Can you clarify the difference in how minimum samp...
# give-feedback
l
Can you clarify the difference in how minimum sample size is applied for duration metrics? For a binomial metric the minimum sample size is described as:
The number of conversions required in an experiment variation before showing results (default 150)
For a duration metric the minimum sample size is described as:
The total duration required in an experiment variation before showing results (default 02:30)
So binomial appears to apply as a count, but duration is dependent on the value. If we are testing small values (e.g. load times, things in milliseconds) and were to use
avg(time_in_ms/1000.0)
as our user value aggregation in an attempt to understand if an experiment has a positive or negative impact on load time — how does that relate to the total duration for the minimum sample size — should we just set that setting to
0
? e.g. if our average user saw 0.1 seconds, do I need 1500 average users to have reached that total duration threshold or is there a different interpretation?
h
Minimum sample size largely functions to prevent the experiment results from displaying results prematurely. If your metric values are very small (as it appears they will be for your average load time), then you probably do want to lower your minimum sample size. To your initial question, the minimum sample size will prevent the front-end showing results when BOTH comparison variations (e.g. control and treatment) have a
sum
of user-level values that is less the min sample size. If the
sum
of the user-level aggregates for either variation is > than min sample size, then we display the results in the front-end.

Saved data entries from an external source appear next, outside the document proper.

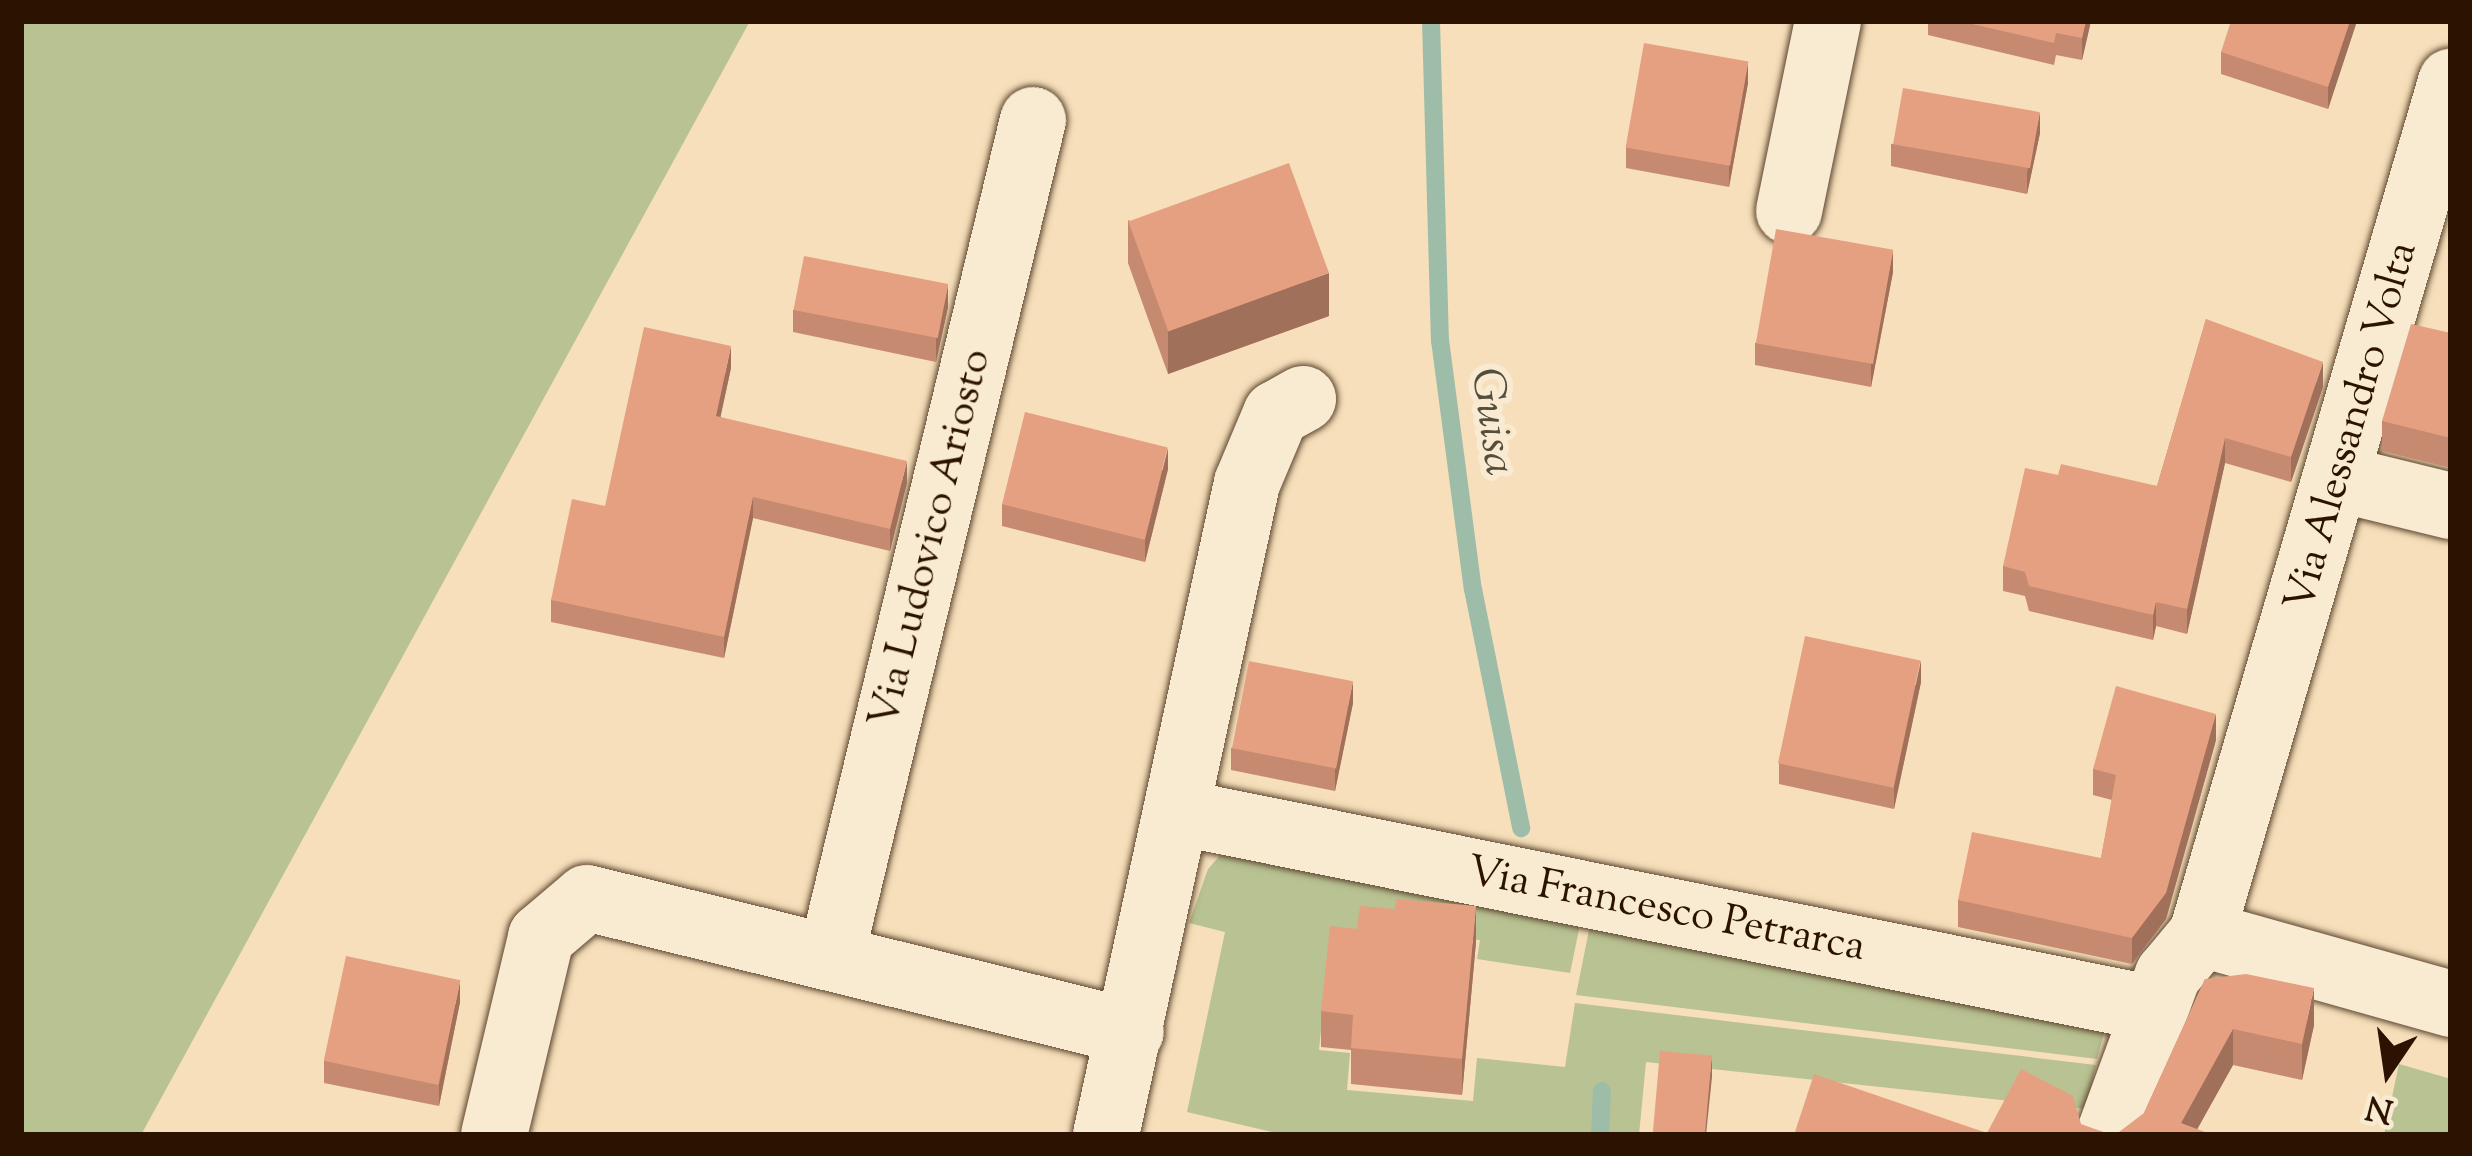 <!DOCTYPE html>
<html>
<head>
<meta charset="utf-8">
<style>
  body { margin:0 }
  #map { position:relative; width:2472px; height:1156px; overflow:hidden; background:#f6dfba; font-family:"Sorts Mill Goudy",serif }
  div>[style] { position:absolute }
  .green>* { inset:0; background:#b8c292 }
  .stream>* { height:18px; margin:-9px; padding:0 9px; transform-origin:9px; border-radius:9px; background:#9ebda9 }
  .roads { filter:drop-shadow(0 0 3px #5e462f) drop-shadow(0 0 3px #5e462f) }
  .minor>* { height:66px; margin:-33px; padding:0 33px; transform-origin:33px; border-radius:33px; background:#f9ead2 }
  .wall>* { inset:0; background:#c58a6f }
  .shaded-wall>* { inset:0; background:#a0705a }
  .building>* { inset:0; background:#e5a081; transform-origin:0 0 }
  span { translate:-50% -50%; white-space:nowrap; text-align:center; line-height:1.15; -webkit-text-stroke:12px #f9ead2; paint-order:stroke }
  .street-label { font-size:42px; color:#2c1301 }
  .water-label { font-size:45px; color:#544e3c; font-style:italic }
  .frame { position:absolute; inset:0; border:24px solid #2c1301; pointer-events:none }
  .north { position:absolute; left:2328px; top:1012px; width:120px; height:120px; -webkit-text-stroke:9px #f9ead2; paint-order:stroke; rotate:193deg; font-size:33px; font-weight:700; line-height:48px; text-align:center; color:#2c1301 }
  .north::after { content:''; display:block; margin:auto; width:42px; height:54px; background:#2c1301; clip-path:polygon(50% 0,100% 100%,50% 72%,0 100%) }
</style>
</head>
<body>
<div id="map">
  <div class="green">
    <i style="clip-path:polygon(21px 21px,750px 21px,141px 1135px,21px 1135px)"></i>
    <i style="clip-path:polygon(1224px 851px,1582px 915px,1570px 973px,1477px 959px,1480px 940px,1395px 932px,1328px 959px,1319px 1050px,1350px 1053px,1347px 1090px,1473px 1101px,1477px 1058px,1565px 1067px,1575px 1003px,2096px 1065px,2086px 1109px,1646px 1062px,1639px 1135px,1285px 1135px,1187px 1112px,1225px 932px,1189px 923px,1208px 869px)"></i>
    <i style="clip-path:polygon(1592px 915px,2107px 1022px,2097px 1059px,1576px 995px)"></i>
    <i style="clip-path:polygon(2399px 1064px,2451px 1079px,2451px 1135px,2384px 1135px)"></i>
  </div>
  <div class="stream">
    <i style="left:1431px;top:21px;width:319px;rotate:88.4deg"></i>
    <i style="left:1440px;top:340px;width:251px;rotate:82.5deg"></i>
    <i style="left:1473px;top:589px;width:244px;rotate:78.6deg"></i>
    <i style="left:1600px;top:1135px;width:44px;rotate:-87.4deg"></i>
  </div>
  <div class="roads">
    <div class="minor">
      <i style="left:1789px;top:211px;width:194px;rotate:-78.4deg"></i>
      <i style="left:2340px;top:479px;width:114px;rotate:13.7deg"></i>
      <i style="left:1177px;top:812px;width:997px;rotate:11.4deg"></i>
      <i style="left:2202px;top:934px;width:259px;rotate:15.7deg"></i>
      <i style="left:831px;top:957px;width:861px;rotate:-76.43deg"></i>
      <i style="left:494px;top:1135px;width:204px;rotate:-76.6deg"></i>
      <i style="left:541px;top:937px;width:60px;rotate:-40.3deg"></i>
      <i style="left:587px;top:898px;width:560px;rotate:13.84deg"></i>
      <i style="left:1106px;top:1135px;width:667px;rotate:-77.8deg"></i>
      <i style="left:1247px;top:483px;width:75px;rotate:-67.2deg"></i>
      <i style="left:1276px;top:414px;width:31px;rotate:-29deg"></i>
      <i style="left:2109px;top:1135px;width:171px;rotate:-69.8deg"></i>
      <i style="left:2168px;top:975px;width:53px;rotate:-50.3deg"></i>
      <i style="left:2202px;top:934px;width:888px;rotate:-73.71deg"></i>
    </div>
  </div>
  <div class="wall">
    <i style="clip-path:polygon(1928px 21px,2091px 21px,2082px 60px,2056px 55px,2054px 65px,1928px 35px)"></i>
    <i style="clip-path:polygon(2357px 21px,2328px 109px,2221px 74px,2221px 52px)"></i>
    <i style="clip-path:polygon(1748px 83px,1729px 187px,1626px 168px,1626px 147px)"></i>
    <i style="clip-path:polygon(2040px 133px,2027px 194px,1891px 166px,1891px 144px)"></i>
    <i style="clip-path:polygon(1128px 220px,1329px 316px,1168px 374px,1128px 263px)"></i>
    <i style="clip-path:polygon(1893px 272px,1871px 387px,1755px 365px,1755px 343px)"></i>
    <i style="clip-path:polygon(948px 307px,936px 362px,793px 332px,793px 310px)"></i>
    <i style="clip-path:polygon(2206px 319px,2323px 387px,2291px 482px,2225px 463px,2187px 634px,2156px 626px,2153px 640px,2029px 611px,2025px 596px,2003px 591px,2003px 566px,2058px 475px,2157px 486px)"></i>
    <i style="clip-path:polygon(2451px 333px,2451px 468px,2382px 451px,2382px 421px)"></i>
    <i style="clip-path:polygon(731px 368px,720px 417px,907px 483px,890px 551px,753px 518px,724px 658px,551px 622px,551px 600px,605px 506px)"></i>
    <i style="clip-path:polygon(1168px 469px,1145px 562px,1002px 526px,1002px 504px)"></i>
    <i style="clip-path:polygon(1921px 682px,1894px 809px,1779px 784px,1779px 763px)"></i>
    <i style="clip-path:polygon(1353px 703px,1335px 791px,1231px 770px,1231px 748px)"></i>
    <i style="clip-path:polygon(2216px 740px,2166px 919px,2132px 964px,1958px 927px,1958px 900px,2101px 858px,2112px 800px,2093px 795px,2093px 769px)"></i>
    <i style="clip-path:polygon(1476px 942px,1462px 1095px,1351px 1084px,1351px 1050px,1321px 1047px,1321px 1011px)"></i>
    <i style="clip-path:polygon(2205px 979px,2314px 1025px,2302px 1080px,2233px 1065px,2197px 1129px,2144px 1113px)"></i>
    <i style="clip-path:polygon(460px 1002px,439px 1106px,324px 1083px,324px 1061px)"></i>
  </div>
  <div class="shaded-wall">
    <i style="clip-path:polygon(2086px 21px,2091px 21px,2082px 60px,2082px 38px)"></i>
    <i style="clip-path:polygon(2350px 21px,2357px 21px,2328px 109px,2328px 87px)"></i>
    <i style="clip-path:polygon(1748px 61px,1748px 83px,1729px 187px,1729px 166px)"></i>
    <i style="clip-path:polygon(2040px 112px,2040px 133px,2027px 194px,2027px 173px)"></i>
    <i style="clip-path:polygon(1893px 250px,1893px 272px,1871px 387px,1871px 365px)"></i>
    <i style="clip-path:polygon(1329px 273px,1329px 316px,1168px 374px,1168px 330px)"></i>
    <i style="clip-path:polygon(948px 285px,948px 307px,936px 362px,936px 340px)"></i>
    <i style="clip-path:polygon(731px 346px,731px 368px,716px 438px,716px 416px)"></i>
    <i style="clip-path:polygon(2323px 362px,2323px 387px,2291px 482px,2291px 457px)"></i>
    <i style="clip-path:polygon(2225px 438px,2225px 463px,2187px 634px,2187px 609px)"></i>
    <i style="clip-path:polygon(1168px 448px,1168px 469px,1145px 562px,1145px 540px)"></i>
    <i style="clip-path:polygon(907px 461px,907px 483px,890px 551px,890px 529px)"></i>
    <i style="clip-path:polygon(753px 497px,753px 518px,724px 658px,724px 637px)"></i>
    <i style="clip-path:polygon(2156px 602px,2156px 626px,2153px 640px,2153px 615px)"></i>
    <i style="clip-path:polygon(1921px 660px,1921px 682px,1894px 809px,1894px 787px)"></i>
    <i style="clip-path:polygon(1353px 681px,1353px 703px,1335px 791px,1335px 769px)"></i>
    <i style="clip-path:polygon(2216px 714px,2216px 740px,2166px 919px,2132px 964px,2132px 938px)"></i>
    <i style="clip-path:polygon(1476px 906px,1476px 942px,1462px 1095px,1462px 1059px)"></i>
    <i style="clip-path:polygon(460px 981px,460px 1002px,439px 1106px,439px 1085px)"></i>
    <i style="clip-path:polygon(2314px 988px,2314px 1025px,2302px 1080px,2302px 1044px)"></i>
    <i style="clip-path:polygon(2233px 1029px,2233px 1065px,2194px 1135px,2181px 1123px)"></i>
    <i style="clip-path:polygon(1712px 1056px,1712px 1077px,1706px 1135px,1703px 1135px)"></i>
  </div>
  <div class="building">
    <i style="clip-path:polygon(1959px 21px,2086px 21px,2082px 38px,2056px 33px,2054px 43px)"></i>
    <i style="clip-path:polygon(2231px 21px,2350px 21px,2328px 87px,2221px 52px)"></i>
    <i style="left:1644px;top:43px;width:106px;height:106px;rotate:10deg"></i>
    <i style="left:1903px;top:88px;width:139px;height:57px;rotate:10deg"></i>
    <i style="left:1289px;top:163px;width:117px;height:171px;rotate:70deg"></i>
    <i style="left:1776px;top:229px;width:119px;height:116px;rotate:10deg"></i>
    <i style="left:804px;top:256px;width:147px;height:55px;rotate:11deg"></i>
    <i style="clip-path:polygon(2206px 319px,2323px 362px,2291px 457px,2225px 438px,2187px 609px,2156px 602px,2153px 615px,2029px 586px,2025px 572px,2003px 566px,2025px 468px,2058px 475px,2061px 464px,2157px 486px)"></i>
    <i style="clip-path:polygon(2411px 324px,2451px 333px,2451px 438px,2382px 421px)"></i>
    <i style="clip-path:polygon(644px 327px,731px 346px,716px 416px,907px 461px,890px 529px,753px 497px,724px 637px,551px 600px,572px 499px,605px 506px)"></i>
    <i style="left:1025px;top:412px;width:147px;height:95px;rotate:14deg"></i>
    <i style="left:1805px;top:636px;width:118px;height:130px;rotate:12deg"></i>
    <i style="left:1249px;top:661px;width:106px;height:89px;rotate:11deg"></i>
    <i style="clip-path:polygon(2116px 686px,2216px 714px,2166px 893px,2132px 938px,1958px 900px,1972px 832px,2101px 858px,2116px 775px,2093px 769px)"></i>
    <i style="clip-path:polygon(1396px 899px,1476px 906px,1462px 1059px,1351px 1048px,1353px 1015px,1321px 1011px,1330px 926px,1357px 929px,1360px 906px,1395px 909px)"></i>
    <i style="left:346px;top:956px;width:117px;height:107px;rotate:12deg"></i>
    <i style="clip-path:polygon(2246px 974px,2314px 988px,2302px 1044px,2233px 1029px,2181px 1123px,2213px 1135px,2115px 1135px,2144px 1113px,2205px 979px)"></i>
    <i style="left:1660px;top:1051px;width:52px;height:84px;rotate:5deg"></i>
    <i style="clip-path:polygon(2021px 1069px,2073px 1096px,2081px 1124px,2112px 1135px,1794px 1135px,1814px 1074px,1987px 1133px)"></i>
  </div>
  <div class="street-label">
    <span style="left:2353px;top:427px;rotate:-74deg">Via Alessandro Volta</span>
    <span style="left:932px;top:539px;rotate:-76deg">Via Ludovico Ariosto</span>
    <span style="left:1666px;top:911px;rotate:11deg">Via Francesco Petrarca</span>
  </div>
  <div class="water-label">
    <span style="left:1490px;top:422px;rotate:82deg">Guisa</span>
  </div>
  <div class="frame"></div>
  <div class="north">N</div>
</div>
</body>
</html>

if our average user saw 0.1 seconds, do I need 1500 average users to have reached that total duration threshold
Yes, but this would be per variation, roughly.
You can set it to 0 and then just rely on the people interpreting results to have the patience to wait for enough users to be bucketed, rather than set a min sample size, or you can set it to some larger value. If you set the min sample size, to, say 10, and your average is 0.1s, then you should start to see results when either variation gets around ~100 users, depending on the actual values you get (as per your original interpretation)
l
👍 thanks for confirming, I was expecting “sample size” to refer to the number of users (or potential exposures in a multiple exposures context) included rather than the sum of the duration. e.g. if 150 users in each cohort were averaging 0.1s I would have expected that to have met the threshold the same as 150 users averaging 1000 seconds. Does that also means that at least 1 user in each variant with a very large value (real or error) then (e.g. 1 user with 3600 seconds of value) would also be sufficient for results to display?
h
The name is (and I'm guessing here) likely a hold over from when it was targeted at binomial metrics, but I agree it seems like it should refer to users and we could improve that.
l
We have both scenarios, things like that “load time” concept as well as video consumption which can be hours worth of time.
h
Does that also means that at least 1 user in each variant with a very large value (real or error) then (e.g. 1 user with 3600 seconds of value) would also be sufficient for results to display?
That's correct. You could use hard capping (e.g. winsorization) to prevent this, and we're working on adding percentile capping.
l
👍 ok, that helps, we can use that to adjust the configuration for our duration metrics.
h
Great! Sorry for the lack of clarity but hopefully the levers are there to help you get the functionality you want. I'll note down the UX concerns and if there's some functionality that would be nice to have, definitely let us know.
l
Sure, having the values not share the same global default when a metric is created (but one translates the default of “150” into 2 minutes 30 seconds) could be one approach.
h
Agreed.